Segment Start: Records for processing

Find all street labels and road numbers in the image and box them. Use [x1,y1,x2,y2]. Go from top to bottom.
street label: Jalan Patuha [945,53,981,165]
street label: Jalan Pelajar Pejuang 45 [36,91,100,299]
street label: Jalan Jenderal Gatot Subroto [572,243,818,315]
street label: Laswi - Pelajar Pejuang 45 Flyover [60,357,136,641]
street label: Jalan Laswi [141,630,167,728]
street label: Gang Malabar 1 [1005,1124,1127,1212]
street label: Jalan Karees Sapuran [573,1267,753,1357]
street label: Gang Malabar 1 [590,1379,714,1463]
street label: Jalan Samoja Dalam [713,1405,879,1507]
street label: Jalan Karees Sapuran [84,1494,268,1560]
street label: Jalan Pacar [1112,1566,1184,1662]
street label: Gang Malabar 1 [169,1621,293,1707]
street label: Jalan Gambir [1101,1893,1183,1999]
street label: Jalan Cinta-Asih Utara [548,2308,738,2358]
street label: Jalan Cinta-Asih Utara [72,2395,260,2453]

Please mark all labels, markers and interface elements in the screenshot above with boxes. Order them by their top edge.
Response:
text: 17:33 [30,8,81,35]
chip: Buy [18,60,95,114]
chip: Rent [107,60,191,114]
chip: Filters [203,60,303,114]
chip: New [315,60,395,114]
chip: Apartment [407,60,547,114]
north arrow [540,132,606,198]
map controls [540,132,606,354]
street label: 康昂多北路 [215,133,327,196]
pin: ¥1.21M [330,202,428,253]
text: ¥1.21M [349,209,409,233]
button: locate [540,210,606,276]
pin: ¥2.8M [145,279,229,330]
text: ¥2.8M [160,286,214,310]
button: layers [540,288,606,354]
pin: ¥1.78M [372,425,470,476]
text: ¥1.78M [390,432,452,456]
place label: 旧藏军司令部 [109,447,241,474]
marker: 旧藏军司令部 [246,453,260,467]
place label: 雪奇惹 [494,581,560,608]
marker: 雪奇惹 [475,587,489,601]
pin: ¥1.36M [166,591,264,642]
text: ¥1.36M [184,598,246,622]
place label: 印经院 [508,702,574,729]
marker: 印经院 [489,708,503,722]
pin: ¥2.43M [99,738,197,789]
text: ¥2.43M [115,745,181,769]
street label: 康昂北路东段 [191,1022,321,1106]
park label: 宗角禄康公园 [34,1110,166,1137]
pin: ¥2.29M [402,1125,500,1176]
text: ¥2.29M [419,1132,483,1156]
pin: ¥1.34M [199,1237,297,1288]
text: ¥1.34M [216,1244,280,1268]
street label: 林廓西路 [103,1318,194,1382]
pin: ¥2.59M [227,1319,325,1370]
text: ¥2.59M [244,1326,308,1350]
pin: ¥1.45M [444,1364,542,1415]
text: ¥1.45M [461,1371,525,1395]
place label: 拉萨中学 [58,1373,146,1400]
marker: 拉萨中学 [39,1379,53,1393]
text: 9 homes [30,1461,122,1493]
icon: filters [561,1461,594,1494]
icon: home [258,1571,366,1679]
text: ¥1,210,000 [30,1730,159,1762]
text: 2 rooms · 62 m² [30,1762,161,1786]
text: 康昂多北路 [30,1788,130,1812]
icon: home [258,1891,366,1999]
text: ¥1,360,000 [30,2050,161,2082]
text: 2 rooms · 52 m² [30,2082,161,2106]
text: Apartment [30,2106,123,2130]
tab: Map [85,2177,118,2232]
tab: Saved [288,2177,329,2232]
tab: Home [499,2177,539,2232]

Segment End: Records for processing

Work required => Write out each record again, keeping every word as it is.

Response area =>
Find all street labels and road numbers in the image and box them. Use [x1,y1,x2,y2]. Go from top to bottom.
street label: Jalan Patuha [945,53,981,165]
street label: Jalan Pelajar Pejuang 45 [36,91,100,299]
street label: Jalan Jenderal Gatot Subroto [572,243,818,315]
street label: Laswi - Pelajar Pejuang 45 Flyover [60,357,136,641]
street label: Jalan Laswi [141,630,167,728]
street label: Gang Malabar 1 [1005,1124,1127,1212]
street label: Jalan Karees Sapuran [573,1267,753,1357]
street label: Gang Malabar 1 [590,1379,714,1463]
street label: Jalan Samoja Dalam [713,1405,879,1507]
street label: Jalan Karees Sapuran [84,1494,268,1560]
street label: Jalan Pacar [1112,1566,1184,1662]
street label: Gang Malabar 1 [169,1621,293,1707]
street label: Jalan Gambir [1101,1893,1183,1999]
street label: Jalan Cinta-Asih Utara [548,2308,738,2358]
street label: Jalan Cinta-Asih Utara [72,2395,260,2453]

Please mark all labels, markers and interface elements in the screenshot above with boxes. Order them by their top edge.
Response:
text: 17:33 [30,8,81,35]
chip: Buy [18,60,95,114]
chip: Rent [107,60,191,114]
chip: Filters [203,60,303,114]
chip: New [315,60,395,114]
chip: Apartment [407,60,547,114]
north arrow [540,132,606,198]
map controls [540,132,606,354]
street label: 康昂多北路 [215,133,327,196]
pin: ¥1.21M [330,202,428,253]
text: ¥1.21M [349,209,409,233]
button: locate [540,210,606,276]
pin: ¥2.8M [145,279,229,330]
text: ¥2.8M [160,286,214,310]
button: layers [540,288,606,354]
pin: ¥1.78M [372,425,470,476]
text: ¥1.78M [390,432,452,456]
place label: 旧藏军司令部 [109,447,241,474]
marker: 旧藏军司令部 [246,453,260,467]
place label: 雪奇惹 [494,581,560,608]
marker: 雪奇惹 [475,587,489,601]
pin: ¥1.36M [166,591,264,642]
text: ¥1.36M [184,598,246,622]
place label: 印经院 [508,702,574,729]
marker: 印经院 [489,708,503,722]
pin: ¥2.43M [99,738,197,789]
text: ¥2.43M [115,745,181,769]
street label: 康昂北路东段 [191,1022,321,1106]
park label: 宗角禄康公园 [34,1110,166,1137]
pin: ¥2.29M [402,1125,500,1176]
text: ¥2.29M [419,1132,483,1156]
pin: ¥1.34M [199,1237,297,1288]
text: ¥1.34M [216,1244,280,1268]
street label: 林廓西路 [103,1318,194,1382]
pin: ¥2.59M [227,1319,325,1370]
text: ¥2.59M [244,1326,308,1350]
pin: ¥1.45M [444,1364,542,1415]
text: ¥1.45M [461,1371,525,1395]
place label: 拉萨中学 [58,1373,146,1400]
marker: 拉萨中学 [39,1379,53,1393]
text: 9 homes [30,1461,122,1493]
icon: filters [561,1461,594,1494]
icon: home [258,1571,366,1679]
text: ¥1,210,000 [30,1730,159,1762]
text: 2 rooms · 62 m² [30,1762,161,1786]
text: 康昂多北路 [30,1788,130,1812]
icon: home [258,1891,366,1999]
text: ¥1,360,000 [30,2050,161,2082]
text: 2 rooms · 52 m² [30,2082,161,2106]
text: Apartment [30,2106,123,2130]
tab: Map [85,2177,118,2232]
tab: Saved [288,2177,329,2232]
tab: Home [499,2177,539,2232]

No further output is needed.